Esta decisão é tomada pouco depois de o Tribunal Penal Internacional (TPI) ter libertado Bemba da cadeia, onde estava a cumprir uma pena de 18 anos, por concluir ausência de fundamento para a condenação, em 2008, por crimes contra a humanidade e guerra na República Centro-Africana, em 2003, cometido por um grupo militar que o próprio comandava.
E a tempo de se candidatar às presidenciais de 23 de Dezembro na RDC.
A informação de que Bemba vai voltar a RDC, normal depois de ter sido libertado pelo TPI, altera totalmente o jogo eleitoral no país, onde se perfilam alguns candidatos de peso à substituição do Presidente Kabila, há dois anos no poder para lá do tempo regulamentar devido a expedientes.

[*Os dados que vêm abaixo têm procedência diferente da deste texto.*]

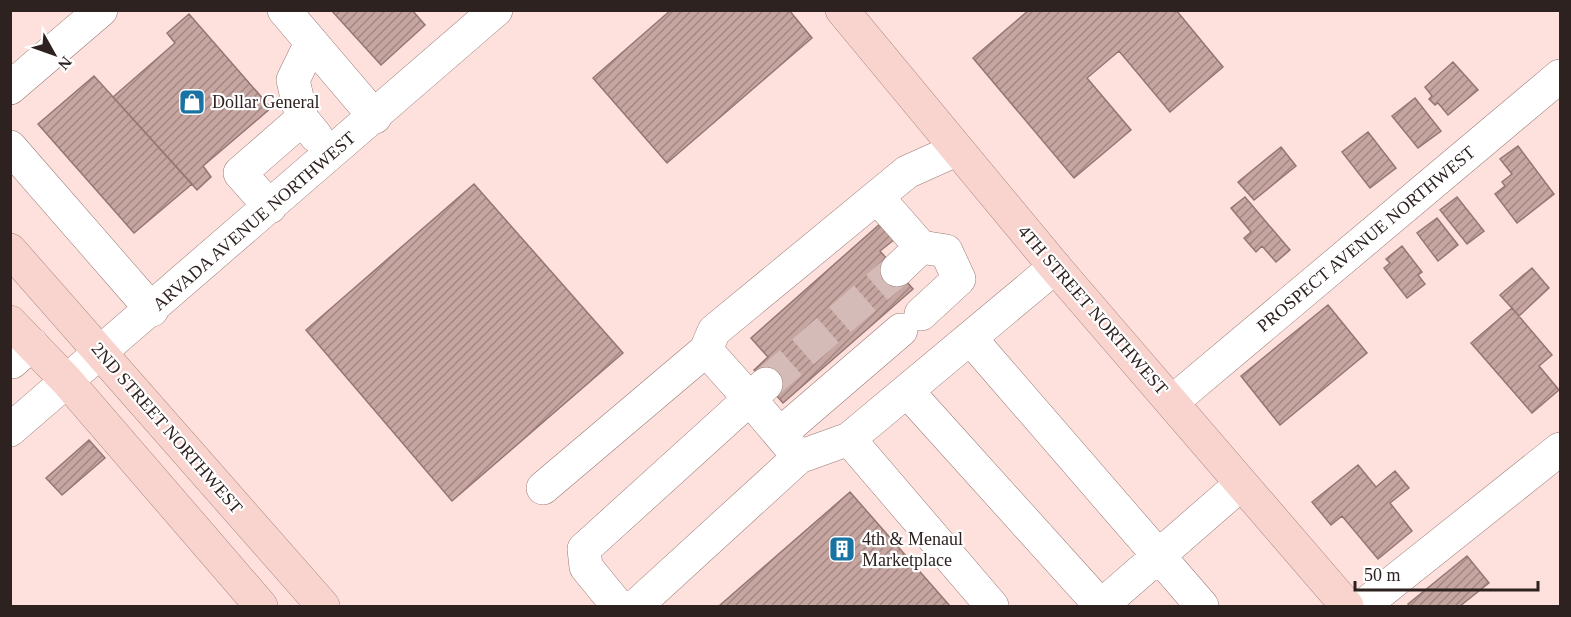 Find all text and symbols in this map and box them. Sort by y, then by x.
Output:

Félix Tshisekedi, filho do histórico líder da UDPS e antigo adversário de Kabila, Moise Katumbi, antigo governador do Katanga e alvo de perseguição pela justiça no seu país de cariz político, e Jean-Pierre Bemba, candidato derrotado mas não convencido nas eleições de 2001, contra o actual Chefe de Estado, a par do próprio Joseph Kabila, que ainda não clarificou sem margem para quaisquer duvidas as suas intenções, são os principais actores da mudança ou da continuidade na RDC.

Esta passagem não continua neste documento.